▶ [Extracted records]:

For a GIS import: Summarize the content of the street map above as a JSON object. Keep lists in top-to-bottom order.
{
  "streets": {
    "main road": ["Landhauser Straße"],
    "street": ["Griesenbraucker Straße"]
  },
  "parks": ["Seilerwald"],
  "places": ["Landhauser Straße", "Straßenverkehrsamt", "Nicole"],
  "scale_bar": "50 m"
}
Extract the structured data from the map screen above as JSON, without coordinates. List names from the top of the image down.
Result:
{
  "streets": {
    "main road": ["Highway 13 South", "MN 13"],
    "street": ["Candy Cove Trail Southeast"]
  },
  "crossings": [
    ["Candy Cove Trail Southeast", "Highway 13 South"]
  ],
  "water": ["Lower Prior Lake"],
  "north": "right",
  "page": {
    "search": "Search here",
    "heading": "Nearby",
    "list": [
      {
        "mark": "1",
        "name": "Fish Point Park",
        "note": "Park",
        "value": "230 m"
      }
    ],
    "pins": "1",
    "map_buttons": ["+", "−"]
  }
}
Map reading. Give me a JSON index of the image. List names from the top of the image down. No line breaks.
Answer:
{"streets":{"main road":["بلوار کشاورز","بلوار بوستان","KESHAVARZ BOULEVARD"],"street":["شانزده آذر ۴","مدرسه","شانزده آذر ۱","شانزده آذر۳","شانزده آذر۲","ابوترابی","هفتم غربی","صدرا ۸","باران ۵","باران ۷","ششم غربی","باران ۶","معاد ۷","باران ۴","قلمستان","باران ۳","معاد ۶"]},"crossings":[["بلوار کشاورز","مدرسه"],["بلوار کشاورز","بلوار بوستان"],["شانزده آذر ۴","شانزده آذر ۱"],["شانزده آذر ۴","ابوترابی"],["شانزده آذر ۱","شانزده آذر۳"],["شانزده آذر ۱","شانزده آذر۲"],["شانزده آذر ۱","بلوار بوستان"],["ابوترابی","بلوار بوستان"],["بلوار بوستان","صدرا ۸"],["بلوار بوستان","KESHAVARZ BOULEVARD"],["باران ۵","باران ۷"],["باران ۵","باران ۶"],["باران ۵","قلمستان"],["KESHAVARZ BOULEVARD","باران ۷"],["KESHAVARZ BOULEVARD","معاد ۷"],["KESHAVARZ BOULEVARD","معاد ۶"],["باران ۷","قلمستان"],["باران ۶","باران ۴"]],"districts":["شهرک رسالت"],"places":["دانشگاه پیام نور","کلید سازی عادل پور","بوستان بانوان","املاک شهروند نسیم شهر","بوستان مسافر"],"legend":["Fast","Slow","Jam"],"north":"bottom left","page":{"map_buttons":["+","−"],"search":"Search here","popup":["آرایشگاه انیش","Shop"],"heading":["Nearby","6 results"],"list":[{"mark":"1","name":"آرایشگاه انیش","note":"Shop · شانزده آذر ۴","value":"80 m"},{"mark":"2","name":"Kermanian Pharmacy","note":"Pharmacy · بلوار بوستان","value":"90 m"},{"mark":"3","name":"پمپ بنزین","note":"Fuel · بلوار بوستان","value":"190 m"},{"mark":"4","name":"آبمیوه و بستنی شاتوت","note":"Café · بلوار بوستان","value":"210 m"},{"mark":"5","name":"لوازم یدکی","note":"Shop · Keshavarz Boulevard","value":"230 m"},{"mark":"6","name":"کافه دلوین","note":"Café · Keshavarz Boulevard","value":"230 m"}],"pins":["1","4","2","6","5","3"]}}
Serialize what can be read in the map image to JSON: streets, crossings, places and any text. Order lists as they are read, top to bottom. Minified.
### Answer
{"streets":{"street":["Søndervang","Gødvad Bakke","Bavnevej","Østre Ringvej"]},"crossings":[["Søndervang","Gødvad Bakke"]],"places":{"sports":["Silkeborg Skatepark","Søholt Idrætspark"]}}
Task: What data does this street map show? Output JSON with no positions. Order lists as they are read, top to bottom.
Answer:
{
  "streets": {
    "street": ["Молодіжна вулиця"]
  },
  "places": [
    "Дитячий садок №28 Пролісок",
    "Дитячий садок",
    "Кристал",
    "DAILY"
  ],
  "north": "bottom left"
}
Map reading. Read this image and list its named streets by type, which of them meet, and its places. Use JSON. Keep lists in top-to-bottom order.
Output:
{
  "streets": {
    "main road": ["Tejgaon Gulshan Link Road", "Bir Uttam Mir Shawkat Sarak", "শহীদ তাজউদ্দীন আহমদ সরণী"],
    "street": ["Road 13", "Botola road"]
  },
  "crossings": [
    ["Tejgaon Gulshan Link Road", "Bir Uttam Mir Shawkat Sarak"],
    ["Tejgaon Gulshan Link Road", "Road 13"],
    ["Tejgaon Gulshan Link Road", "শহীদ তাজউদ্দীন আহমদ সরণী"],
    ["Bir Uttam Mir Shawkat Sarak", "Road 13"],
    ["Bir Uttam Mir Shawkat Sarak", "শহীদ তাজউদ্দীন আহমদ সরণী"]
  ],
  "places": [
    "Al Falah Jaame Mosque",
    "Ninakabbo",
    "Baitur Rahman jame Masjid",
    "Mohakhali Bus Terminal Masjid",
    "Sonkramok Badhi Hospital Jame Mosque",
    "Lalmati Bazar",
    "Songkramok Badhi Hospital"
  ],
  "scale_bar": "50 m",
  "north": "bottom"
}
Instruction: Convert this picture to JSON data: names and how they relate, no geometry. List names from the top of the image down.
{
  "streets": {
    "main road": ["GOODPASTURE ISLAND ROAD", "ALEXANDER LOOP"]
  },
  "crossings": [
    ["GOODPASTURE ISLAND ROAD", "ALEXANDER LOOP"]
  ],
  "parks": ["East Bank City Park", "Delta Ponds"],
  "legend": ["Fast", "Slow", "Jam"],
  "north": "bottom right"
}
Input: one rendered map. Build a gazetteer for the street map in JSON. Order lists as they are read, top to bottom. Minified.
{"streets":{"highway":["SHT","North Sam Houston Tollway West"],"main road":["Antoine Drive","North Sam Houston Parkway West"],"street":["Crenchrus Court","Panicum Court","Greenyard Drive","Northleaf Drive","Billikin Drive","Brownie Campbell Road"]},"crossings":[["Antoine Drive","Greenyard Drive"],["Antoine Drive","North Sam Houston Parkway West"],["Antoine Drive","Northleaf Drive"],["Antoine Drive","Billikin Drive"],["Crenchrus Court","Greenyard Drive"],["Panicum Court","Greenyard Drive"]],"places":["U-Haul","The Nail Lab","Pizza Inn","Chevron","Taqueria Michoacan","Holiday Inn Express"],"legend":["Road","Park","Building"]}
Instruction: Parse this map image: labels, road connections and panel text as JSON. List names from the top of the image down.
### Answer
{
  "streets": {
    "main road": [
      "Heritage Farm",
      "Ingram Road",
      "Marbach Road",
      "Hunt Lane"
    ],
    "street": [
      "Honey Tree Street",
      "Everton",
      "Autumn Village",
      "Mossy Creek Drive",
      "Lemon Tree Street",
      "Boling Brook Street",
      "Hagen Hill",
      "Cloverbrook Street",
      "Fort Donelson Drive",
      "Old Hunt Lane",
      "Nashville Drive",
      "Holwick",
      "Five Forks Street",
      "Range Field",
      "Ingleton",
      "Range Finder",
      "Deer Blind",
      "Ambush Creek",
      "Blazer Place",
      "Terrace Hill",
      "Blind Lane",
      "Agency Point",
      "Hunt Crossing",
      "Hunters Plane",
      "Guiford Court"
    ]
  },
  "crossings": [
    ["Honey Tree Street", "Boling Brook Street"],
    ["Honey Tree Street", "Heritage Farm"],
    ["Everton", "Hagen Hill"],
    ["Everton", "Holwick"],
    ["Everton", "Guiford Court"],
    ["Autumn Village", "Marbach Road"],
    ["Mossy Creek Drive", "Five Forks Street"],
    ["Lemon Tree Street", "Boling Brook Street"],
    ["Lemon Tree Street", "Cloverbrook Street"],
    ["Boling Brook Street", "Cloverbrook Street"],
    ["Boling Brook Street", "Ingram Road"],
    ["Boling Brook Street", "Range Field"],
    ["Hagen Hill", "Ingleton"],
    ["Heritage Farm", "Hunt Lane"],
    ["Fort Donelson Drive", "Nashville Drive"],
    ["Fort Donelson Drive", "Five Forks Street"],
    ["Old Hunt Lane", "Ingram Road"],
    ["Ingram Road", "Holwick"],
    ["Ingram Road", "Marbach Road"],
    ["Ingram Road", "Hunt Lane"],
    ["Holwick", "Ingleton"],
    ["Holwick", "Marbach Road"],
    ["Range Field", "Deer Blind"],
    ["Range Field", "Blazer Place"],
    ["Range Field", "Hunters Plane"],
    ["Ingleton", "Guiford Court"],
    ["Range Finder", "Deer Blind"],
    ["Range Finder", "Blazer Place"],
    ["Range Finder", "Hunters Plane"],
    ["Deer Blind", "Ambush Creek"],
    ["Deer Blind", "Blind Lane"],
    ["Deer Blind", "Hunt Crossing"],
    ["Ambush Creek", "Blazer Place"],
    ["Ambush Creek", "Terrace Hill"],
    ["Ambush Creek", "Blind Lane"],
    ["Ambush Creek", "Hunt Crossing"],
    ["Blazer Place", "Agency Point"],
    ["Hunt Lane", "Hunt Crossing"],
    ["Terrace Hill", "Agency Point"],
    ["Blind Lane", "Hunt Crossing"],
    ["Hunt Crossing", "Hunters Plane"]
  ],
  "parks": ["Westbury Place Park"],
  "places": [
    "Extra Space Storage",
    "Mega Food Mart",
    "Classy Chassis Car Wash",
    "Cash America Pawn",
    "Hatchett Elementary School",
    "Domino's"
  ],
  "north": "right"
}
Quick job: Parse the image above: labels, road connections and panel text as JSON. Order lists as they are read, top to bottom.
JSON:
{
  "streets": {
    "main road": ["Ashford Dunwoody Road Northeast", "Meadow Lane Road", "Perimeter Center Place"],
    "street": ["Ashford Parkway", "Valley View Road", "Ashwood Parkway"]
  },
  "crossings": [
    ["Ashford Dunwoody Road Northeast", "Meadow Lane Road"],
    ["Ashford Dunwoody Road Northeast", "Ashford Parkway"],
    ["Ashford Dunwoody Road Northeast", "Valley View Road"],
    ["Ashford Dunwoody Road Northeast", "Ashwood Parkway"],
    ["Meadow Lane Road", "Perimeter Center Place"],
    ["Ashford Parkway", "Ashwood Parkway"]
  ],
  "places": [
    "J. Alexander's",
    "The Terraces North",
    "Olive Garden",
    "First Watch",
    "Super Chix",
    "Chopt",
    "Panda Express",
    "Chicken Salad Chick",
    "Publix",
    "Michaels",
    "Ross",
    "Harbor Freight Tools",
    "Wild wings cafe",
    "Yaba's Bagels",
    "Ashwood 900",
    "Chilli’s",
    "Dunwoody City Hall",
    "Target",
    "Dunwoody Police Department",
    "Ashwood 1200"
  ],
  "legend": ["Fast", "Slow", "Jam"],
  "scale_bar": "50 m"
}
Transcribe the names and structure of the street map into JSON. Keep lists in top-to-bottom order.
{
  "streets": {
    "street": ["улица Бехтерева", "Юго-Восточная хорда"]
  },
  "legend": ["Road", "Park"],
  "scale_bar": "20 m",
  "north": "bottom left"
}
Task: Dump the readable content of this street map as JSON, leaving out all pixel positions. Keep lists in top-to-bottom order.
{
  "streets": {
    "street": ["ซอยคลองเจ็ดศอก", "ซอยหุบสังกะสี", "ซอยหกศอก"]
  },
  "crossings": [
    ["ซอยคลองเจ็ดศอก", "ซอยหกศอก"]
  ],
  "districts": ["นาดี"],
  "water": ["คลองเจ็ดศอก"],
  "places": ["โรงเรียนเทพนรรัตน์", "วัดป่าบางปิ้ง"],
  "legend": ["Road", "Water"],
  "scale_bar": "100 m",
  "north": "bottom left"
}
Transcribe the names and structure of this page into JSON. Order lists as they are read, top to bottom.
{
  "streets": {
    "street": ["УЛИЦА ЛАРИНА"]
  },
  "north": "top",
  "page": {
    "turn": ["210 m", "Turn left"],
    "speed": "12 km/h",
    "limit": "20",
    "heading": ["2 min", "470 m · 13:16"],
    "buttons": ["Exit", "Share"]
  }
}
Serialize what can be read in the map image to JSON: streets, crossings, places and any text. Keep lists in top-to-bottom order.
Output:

▶ [Instructions for the task]: Apply a filter for "Serialize" to the data above, then copy each line that matches.

▶ [Task result]:
Serialize what can be read in the map image to JSON: streets, crossings, places and any text. Order lists as they are read, top to bottom. Minified.
Serialize what can be read in the map image to JSON: streets, crossings, places and any text. Keep lists in top-to-bottom order.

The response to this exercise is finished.